The Leghorn steamer slid smoothly over the glassy Tyrrhene strait, and sometime during the night came to anchor in the harbor of Bastia. I sat up in my berth at sunrise, and looked out of the bull's eye to catch my first near glimpse of Corsican scenery; but, instead of that, a pair of questioning eyes, set in a brown, weather-beaten face, met my own. It was a boatman waiting on the gangway, determined to secure the only fare which the steamer had brought that morning. Such persistence always succeeds, and in this case justly; for when we were landed upon the quay, shortly afterwards, the man took the proffered coin with thanks, and asked for no more.

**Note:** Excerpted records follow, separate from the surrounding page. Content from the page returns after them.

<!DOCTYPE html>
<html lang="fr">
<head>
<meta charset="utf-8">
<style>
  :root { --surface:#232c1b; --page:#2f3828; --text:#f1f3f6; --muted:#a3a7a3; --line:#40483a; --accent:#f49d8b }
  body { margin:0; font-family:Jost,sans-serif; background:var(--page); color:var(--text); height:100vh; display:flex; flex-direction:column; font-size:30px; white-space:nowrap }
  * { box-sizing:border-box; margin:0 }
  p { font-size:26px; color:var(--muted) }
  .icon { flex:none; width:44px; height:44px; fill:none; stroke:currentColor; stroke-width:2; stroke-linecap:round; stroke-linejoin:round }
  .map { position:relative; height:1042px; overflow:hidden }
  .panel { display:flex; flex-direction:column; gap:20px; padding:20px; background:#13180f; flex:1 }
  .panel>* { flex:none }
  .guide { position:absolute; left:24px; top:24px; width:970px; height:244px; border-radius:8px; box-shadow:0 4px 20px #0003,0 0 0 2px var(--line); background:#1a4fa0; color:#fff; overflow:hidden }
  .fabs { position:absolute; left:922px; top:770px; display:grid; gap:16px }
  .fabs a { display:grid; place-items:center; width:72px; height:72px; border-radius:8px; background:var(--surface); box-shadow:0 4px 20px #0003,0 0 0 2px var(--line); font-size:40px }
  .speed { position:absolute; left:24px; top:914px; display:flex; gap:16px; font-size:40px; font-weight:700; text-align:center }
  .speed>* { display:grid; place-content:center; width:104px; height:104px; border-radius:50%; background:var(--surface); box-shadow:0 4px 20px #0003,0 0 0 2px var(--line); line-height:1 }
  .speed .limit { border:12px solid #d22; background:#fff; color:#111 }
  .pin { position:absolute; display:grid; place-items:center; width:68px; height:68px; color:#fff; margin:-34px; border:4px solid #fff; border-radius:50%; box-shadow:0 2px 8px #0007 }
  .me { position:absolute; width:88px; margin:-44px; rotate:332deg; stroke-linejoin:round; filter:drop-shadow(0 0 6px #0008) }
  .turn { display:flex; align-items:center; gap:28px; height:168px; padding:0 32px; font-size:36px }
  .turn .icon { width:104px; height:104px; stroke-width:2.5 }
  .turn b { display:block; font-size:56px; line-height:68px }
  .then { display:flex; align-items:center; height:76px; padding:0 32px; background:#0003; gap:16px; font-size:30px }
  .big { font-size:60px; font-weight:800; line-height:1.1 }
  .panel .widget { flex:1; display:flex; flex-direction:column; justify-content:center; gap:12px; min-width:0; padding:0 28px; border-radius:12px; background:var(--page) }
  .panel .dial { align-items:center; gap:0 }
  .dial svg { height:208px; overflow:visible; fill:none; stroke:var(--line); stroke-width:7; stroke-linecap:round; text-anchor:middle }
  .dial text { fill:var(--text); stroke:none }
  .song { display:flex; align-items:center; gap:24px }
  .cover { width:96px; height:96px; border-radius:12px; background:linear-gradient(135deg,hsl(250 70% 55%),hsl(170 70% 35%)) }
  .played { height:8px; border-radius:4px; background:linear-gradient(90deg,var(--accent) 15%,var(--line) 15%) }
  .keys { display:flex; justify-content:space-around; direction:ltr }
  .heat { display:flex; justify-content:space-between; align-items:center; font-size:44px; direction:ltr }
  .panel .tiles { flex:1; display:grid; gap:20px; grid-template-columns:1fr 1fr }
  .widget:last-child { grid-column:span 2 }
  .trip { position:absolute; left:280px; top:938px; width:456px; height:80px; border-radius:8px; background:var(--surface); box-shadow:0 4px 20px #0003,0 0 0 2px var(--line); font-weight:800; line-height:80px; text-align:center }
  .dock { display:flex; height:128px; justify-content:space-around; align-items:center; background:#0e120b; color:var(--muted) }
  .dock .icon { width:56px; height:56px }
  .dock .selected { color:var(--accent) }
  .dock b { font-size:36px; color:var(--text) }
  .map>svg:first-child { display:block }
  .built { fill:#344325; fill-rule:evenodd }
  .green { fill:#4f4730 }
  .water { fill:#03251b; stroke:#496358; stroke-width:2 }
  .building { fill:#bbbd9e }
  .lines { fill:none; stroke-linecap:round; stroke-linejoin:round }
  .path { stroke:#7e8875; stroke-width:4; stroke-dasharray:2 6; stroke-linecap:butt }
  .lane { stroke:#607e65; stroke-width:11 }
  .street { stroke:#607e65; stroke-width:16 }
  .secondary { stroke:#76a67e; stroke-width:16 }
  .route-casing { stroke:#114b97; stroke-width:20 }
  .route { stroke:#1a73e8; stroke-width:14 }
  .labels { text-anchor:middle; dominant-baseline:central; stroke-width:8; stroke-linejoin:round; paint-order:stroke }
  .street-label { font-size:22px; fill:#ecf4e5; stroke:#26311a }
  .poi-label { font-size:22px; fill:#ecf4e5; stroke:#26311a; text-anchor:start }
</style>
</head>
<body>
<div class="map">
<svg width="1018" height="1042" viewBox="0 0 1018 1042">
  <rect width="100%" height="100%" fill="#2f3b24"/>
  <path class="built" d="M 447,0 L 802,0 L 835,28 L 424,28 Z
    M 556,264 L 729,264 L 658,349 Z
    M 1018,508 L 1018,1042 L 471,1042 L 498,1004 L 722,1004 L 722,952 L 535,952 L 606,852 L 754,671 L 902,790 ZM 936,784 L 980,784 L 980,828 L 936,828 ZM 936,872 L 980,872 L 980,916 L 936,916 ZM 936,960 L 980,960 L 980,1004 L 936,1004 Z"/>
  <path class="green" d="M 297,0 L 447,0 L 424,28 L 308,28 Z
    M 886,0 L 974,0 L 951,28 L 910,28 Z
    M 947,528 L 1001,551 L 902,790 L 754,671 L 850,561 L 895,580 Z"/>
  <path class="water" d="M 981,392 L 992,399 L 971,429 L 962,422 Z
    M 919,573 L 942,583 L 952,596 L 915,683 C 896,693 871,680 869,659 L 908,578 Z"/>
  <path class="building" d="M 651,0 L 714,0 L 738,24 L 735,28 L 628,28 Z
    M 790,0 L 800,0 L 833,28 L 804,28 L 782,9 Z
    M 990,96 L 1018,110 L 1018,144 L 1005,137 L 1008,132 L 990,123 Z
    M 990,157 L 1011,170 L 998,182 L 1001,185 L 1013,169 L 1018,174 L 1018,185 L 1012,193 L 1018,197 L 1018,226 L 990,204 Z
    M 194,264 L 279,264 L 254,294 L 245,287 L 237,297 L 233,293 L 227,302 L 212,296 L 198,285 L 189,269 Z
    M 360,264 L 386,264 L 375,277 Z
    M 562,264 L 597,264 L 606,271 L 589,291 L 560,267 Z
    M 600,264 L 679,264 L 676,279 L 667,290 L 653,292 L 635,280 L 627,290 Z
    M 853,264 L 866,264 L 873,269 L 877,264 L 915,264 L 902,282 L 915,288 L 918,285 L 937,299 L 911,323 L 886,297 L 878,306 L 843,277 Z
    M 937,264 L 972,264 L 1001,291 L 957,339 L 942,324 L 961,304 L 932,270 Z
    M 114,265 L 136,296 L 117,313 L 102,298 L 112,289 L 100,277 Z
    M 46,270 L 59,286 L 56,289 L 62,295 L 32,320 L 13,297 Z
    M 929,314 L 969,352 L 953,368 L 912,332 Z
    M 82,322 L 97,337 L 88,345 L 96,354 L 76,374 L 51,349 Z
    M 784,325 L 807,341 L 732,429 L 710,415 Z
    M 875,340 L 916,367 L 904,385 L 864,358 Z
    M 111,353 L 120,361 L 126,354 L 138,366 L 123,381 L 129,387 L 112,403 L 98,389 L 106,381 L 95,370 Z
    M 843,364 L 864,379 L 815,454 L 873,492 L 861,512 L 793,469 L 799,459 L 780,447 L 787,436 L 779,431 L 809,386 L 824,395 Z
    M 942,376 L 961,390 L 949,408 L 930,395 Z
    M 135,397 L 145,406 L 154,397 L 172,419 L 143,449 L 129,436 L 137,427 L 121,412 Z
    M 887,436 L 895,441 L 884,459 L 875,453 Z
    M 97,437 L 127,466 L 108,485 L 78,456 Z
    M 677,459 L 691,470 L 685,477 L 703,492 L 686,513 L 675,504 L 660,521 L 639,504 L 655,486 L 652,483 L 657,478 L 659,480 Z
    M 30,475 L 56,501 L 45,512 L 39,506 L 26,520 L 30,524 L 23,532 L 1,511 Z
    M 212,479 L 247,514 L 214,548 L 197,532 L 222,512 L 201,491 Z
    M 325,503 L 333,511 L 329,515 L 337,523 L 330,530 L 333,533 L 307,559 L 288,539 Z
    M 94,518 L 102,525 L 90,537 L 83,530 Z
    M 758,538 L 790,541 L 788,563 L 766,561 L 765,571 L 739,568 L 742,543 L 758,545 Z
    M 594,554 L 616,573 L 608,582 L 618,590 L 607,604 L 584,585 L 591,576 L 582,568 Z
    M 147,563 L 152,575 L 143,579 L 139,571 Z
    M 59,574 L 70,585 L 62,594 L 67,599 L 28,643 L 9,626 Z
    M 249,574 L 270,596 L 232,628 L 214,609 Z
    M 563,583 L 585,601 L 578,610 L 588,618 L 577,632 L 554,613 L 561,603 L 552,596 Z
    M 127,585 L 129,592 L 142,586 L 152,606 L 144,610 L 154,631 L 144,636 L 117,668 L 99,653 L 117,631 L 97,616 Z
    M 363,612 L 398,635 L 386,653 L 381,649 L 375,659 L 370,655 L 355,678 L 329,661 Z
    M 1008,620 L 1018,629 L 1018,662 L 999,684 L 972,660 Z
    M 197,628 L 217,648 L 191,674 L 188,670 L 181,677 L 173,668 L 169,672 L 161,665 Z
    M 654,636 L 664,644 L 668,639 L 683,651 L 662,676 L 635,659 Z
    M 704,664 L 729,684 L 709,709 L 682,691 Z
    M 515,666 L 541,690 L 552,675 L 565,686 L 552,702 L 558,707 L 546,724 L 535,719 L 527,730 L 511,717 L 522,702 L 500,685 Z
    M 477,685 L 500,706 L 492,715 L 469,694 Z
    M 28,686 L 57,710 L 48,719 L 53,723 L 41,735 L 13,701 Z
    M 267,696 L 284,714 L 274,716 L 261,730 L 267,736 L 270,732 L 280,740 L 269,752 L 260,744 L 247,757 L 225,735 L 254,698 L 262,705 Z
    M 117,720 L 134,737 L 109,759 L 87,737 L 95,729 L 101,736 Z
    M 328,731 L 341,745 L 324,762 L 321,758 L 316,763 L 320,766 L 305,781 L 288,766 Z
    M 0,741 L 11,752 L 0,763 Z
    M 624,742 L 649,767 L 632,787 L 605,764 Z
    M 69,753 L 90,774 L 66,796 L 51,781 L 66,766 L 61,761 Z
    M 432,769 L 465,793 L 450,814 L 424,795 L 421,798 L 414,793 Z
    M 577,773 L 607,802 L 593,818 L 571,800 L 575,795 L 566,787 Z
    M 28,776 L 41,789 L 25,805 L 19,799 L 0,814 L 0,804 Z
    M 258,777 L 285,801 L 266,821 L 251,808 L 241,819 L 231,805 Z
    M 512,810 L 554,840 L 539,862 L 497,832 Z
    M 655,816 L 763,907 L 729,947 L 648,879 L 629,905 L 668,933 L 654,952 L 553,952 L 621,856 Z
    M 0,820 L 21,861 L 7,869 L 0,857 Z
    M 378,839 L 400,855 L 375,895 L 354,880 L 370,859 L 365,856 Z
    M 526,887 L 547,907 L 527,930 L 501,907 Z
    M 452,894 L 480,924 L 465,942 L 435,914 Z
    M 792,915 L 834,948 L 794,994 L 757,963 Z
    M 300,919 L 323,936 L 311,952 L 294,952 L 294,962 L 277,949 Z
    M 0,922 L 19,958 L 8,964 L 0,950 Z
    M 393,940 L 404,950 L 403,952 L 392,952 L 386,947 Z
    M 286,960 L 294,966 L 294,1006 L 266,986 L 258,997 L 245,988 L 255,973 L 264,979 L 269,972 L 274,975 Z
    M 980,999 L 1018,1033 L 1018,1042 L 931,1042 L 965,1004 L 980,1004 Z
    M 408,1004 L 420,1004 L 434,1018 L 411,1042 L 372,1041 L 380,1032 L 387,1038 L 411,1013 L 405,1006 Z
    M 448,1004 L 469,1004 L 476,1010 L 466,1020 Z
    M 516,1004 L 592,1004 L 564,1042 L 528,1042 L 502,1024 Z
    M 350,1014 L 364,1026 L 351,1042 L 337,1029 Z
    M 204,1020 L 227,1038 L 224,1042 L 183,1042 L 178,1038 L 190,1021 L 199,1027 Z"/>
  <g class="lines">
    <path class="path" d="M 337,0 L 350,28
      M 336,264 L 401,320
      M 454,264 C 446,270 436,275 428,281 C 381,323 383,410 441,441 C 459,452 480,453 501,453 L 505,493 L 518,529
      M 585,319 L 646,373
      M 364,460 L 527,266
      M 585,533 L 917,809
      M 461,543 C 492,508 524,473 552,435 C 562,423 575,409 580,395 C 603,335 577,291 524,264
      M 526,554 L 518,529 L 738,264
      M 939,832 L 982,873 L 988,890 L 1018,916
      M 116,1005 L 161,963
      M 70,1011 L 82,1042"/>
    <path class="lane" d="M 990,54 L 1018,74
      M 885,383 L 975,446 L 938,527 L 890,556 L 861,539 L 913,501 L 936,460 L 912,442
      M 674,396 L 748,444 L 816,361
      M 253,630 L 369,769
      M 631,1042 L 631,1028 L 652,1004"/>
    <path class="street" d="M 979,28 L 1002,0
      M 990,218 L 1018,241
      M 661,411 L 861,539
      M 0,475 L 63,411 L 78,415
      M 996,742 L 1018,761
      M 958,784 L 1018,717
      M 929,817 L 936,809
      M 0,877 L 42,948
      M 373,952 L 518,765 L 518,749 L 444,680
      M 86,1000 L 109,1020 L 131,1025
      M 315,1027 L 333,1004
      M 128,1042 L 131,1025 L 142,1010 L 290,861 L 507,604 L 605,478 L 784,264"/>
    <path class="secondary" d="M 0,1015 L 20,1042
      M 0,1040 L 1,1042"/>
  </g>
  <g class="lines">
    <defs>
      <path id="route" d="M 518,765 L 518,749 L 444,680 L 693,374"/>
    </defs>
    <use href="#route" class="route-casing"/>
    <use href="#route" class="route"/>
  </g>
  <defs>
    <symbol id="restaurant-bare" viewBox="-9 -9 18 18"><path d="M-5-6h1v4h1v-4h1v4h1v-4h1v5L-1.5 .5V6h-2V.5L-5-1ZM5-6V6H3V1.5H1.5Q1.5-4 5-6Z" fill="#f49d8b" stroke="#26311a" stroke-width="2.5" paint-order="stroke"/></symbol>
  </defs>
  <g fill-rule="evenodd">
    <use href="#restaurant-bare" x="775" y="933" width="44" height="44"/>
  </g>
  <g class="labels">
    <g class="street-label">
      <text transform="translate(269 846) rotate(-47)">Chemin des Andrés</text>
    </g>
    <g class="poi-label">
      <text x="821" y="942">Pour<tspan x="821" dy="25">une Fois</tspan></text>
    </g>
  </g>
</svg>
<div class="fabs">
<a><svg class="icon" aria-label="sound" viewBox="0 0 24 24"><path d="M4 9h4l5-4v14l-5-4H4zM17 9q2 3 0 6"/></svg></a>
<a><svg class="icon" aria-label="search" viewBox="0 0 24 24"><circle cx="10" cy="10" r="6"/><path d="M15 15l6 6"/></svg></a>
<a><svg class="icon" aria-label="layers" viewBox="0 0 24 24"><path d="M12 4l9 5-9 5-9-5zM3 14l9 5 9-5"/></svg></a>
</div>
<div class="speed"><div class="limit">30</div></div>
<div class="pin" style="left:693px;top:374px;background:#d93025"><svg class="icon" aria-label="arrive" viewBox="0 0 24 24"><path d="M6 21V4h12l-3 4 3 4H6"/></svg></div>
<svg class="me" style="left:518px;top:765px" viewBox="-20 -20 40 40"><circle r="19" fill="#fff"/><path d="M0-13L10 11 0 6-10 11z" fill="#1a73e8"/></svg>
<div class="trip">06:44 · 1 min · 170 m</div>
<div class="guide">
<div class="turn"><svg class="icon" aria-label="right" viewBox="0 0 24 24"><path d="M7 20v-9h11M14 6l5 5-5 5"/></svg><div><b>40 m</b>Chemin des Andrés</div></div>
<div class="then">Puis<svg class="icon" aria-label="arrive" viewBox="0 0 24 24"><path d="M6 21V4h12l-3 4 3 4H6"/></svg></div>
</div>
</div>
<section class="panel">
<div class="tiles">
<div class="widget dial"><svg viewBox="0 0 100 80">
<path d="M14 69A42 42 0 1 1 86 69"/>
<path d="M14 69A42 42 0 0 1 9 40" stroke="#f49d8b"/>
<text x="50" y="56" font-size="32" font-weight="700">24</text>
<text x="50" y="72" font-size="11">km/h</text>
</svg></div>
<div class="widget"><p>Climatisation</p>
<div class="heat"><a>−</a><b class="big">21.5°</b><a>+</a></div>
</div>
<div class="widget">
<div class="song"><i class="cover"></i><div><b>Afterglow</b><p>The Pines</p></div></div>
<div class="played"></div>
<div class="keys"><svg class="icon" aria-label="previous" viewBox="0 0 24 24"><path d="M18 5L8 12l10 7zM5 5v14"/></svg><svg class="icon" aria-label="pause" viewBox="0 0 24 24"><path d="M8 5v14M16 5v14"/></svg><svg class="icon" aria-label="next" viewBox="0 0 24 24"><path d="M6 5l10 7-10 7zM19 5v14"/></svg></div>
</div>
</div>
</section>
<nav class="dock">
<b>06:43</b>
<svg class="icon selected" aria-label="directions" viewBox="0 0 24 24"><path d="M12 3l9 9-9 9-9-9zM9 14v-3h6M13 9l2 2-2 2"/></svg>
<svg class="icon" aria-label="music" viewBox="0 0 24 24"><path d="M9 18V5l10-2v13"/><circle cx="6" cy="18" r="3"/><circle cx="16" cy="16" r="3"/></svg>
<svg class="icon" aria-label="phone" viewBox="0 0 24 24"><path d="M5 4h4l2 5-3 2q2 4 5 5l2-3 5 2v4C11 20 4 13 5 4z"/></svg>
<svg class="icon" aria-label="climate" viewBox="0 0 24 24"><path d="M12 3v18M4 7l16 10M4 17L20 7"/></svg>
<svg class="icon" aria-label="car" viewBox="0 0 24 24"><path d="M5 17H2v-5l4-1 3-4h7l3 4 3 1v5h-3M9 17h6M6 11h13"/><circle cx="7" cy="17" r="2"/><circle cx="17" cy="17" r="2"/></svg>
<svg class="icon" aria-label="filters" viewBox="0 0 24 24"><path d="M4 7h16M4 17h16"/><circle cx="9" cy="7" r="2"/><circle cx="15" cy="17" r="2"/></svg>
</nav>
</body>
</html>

Thus begins the travel sketch "The Land of Paoli" by Bayard Taylor, describing the visit to the island of Corsica. Taylor was a poet and prose writer from Kennett Square, Pennsylvania, but his travels took him across much of the globe (he ultimately died overseas in Germany). Nevertheless, it was in the United States that he sent the manuscript of "The Land of Paoli" to publisher James T. Fields on September 13, 1868. Hoping to see it published in The Atlantic Monthly, Taylor promised it wasn't too long:I think it will make about fourteen pages, but not too much for the subject."
Among the observations and incidents he relates in his sketch, he relates his first interactions with native Corsicans:
We entered a bookstore, to get a map of the island. While I was examining it, an old gentleman, with the Legion of Honor in his button-hole, rose from his seat, took the sheet from my hands, and said: "What's this? what's this?" After satisfying his curiosity, he handed it back to me, and began a running fire of questions: "Your first visit to Corsica? You are English? Do you speak Italian? your wife also ? Do you like Bastia? does she also? How long will you stay? Will she accompany you?" etc. I answered with equal rapidity, as there was nothing obtrusive in the old man's manner. The questions soon came to an end, and then followed a chapter of information and advice, which was very welcome.
The same naive curiosity met us at every turn. Even the rough boy who acted as porter plied me with questions, yet was just as ready to answer as to ask. I learned much more about his situation and prospects than was really necessary, but the sum of all showed that he was a fellow determined to push his way in the world. Self-confidence is a common Corsican trait.